Prior to the establishment of the IER in July 2013, I received a preliminary offer to apply to the Project Professor position of the IER in May 2013 and I accepted it. Being asked by the IER founding committee who else I would recommend as “Chernobyl scientists” from the former Soviet Union to invite to the IER, I recommended Dr. Sergii Kivva from my Kiev Department and Dr. Alexei Konoplev from Research Center Typhoon in Obninsk, with whom I had worked together in Chernobyl and many international projects since 1986. Also, as an expert organization in radioecology, I recommended the team of Ukrainian Institute of Agriculture Radioecology, from which Dr. Vasyl Youschenko and Dr. Olena Pareniuk joined the IER later. On 18 November 2013, Prof. Konoplev and I arrived together in Fukushima as Project Professors and the first researchers of the IER. In 2014, I applied for the position of Professor and was appointed for the position from 2015 to 2016. Then, due to the age limit for faculty members, I became Project Professor and have been working here to date.
Could you please tell about your research at IER? What have you found so far?
The research area of my work in the IER is the mathematical modeling of 137Cs dynamics in rivers and reservoirs of Fukushima Prefecture and modeling of current 137Cs and 90Sr dynamics in Chernobyl Exclusion Zone within SATREPS project.
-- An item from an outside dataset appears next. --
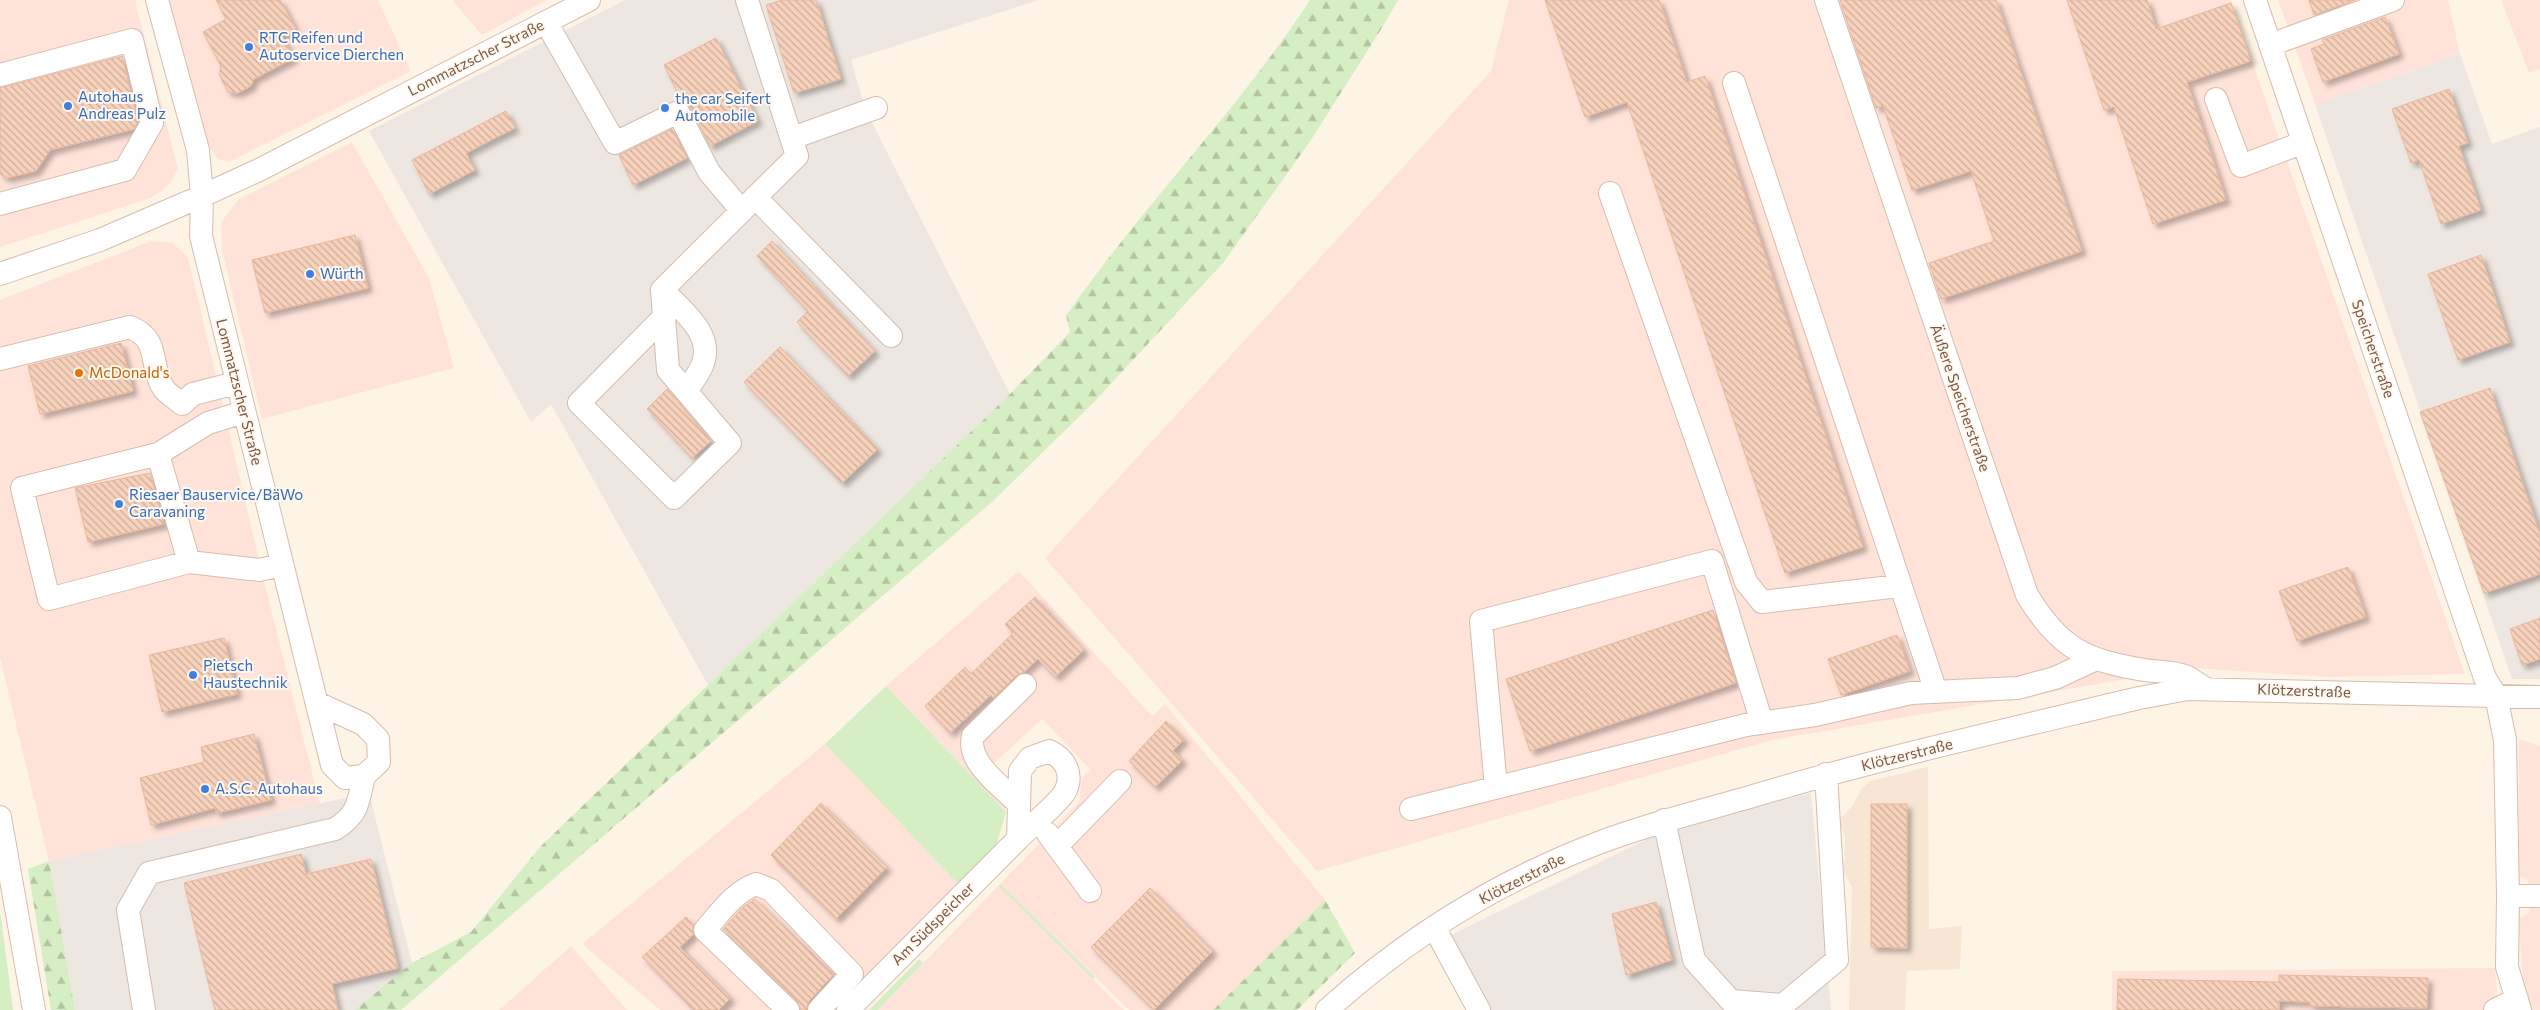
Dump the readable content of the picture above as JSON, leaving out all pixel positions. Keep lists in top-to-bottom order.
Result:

These activities are in the streamline of the goals of the IER Modeling team: to better understand the key processes driving the dynamics of environmental radioactivity in Fukushima Prefecture and other areas impacted by the nuclear accident, and to improve modeling tools for predicting radionuclide dynamics using field and laboratory data measured and processed at the IER.
Specifically, our goals are
(1) to process data and new knowledge about the radioactivity dispersion in environmental media (air, rivers, lakes) in order to improve the prediction ability of the relevant models,
(2) to use models to predict radioactivity dispersion under extreme weather conditions from several days to weeks, as well as long-term transport of radionuclides on a scale of several decades,
and (3) to use models to verify whether implemented countermeasures will ensure containment of environmental contamination and reduce radiation dose to the general public in affected areas.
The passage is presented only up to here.